What is required >> Without the pictures, write the listing below out again, line for line.

Data in this exercise >>
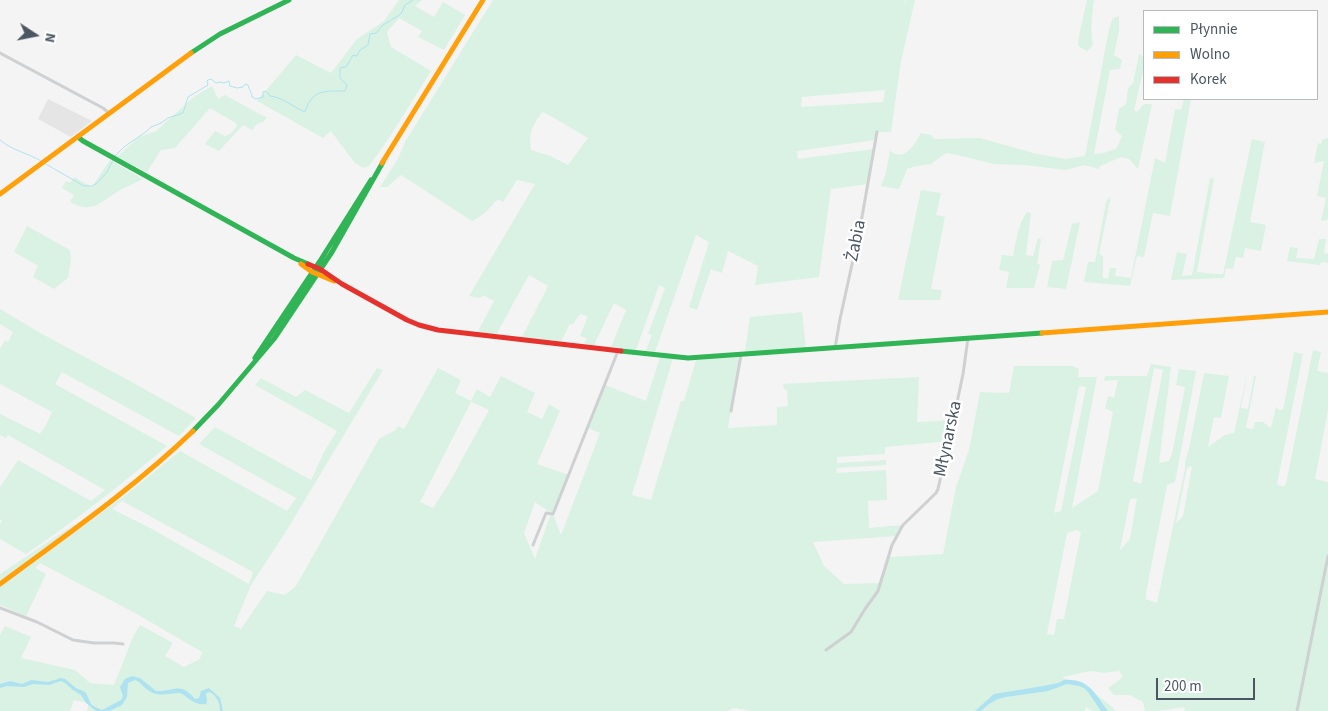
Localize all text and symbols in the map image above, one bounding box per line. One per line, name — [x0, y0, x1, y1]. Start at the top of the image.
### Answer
north arrow — [10, 10, 60, 60]
legend — [1143, 10, 1318, 100]
text: Płynnie — [1190, 19, 1238, 40]
text: N — [39, 31, 60, 44]
text: Wolno — [1190, 44, 1230, 65]
text: Korek — [1190, 69, 1227, 90]
street label: Żabia — [842, 218, 872, 264]
street label: Młynarska — [930, 399, 968, 479]
scale bar — [1158, 668, 1257, 700]
text: 200 m — [1164, 676, 1202, 697]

Exercise response >>
Localize all text and symbols in the map image above, one bounding box per line. One per line, name — [x0, y0, x1, y1]. Start at the top of the image.
### Answer
north arrow — [10, 10, 60, 60]
legend — [1143, 10, 1318, 100]
text: Płynnie — [1190, 19, 1238, 40]
text: N — [39, 31, 60, 44]
text: Wolno — [1190, 44, 1230, 65]
text: Korek — [1190, 69, 1227, 90]
street label: Żabia — [842, 218, 872, 264]
street label: Młynarska — [930, 399, 968, 479]
scale bar — [1158, 668, 1257, 700]
text: 200 m — [1164, 676, 1202, 697]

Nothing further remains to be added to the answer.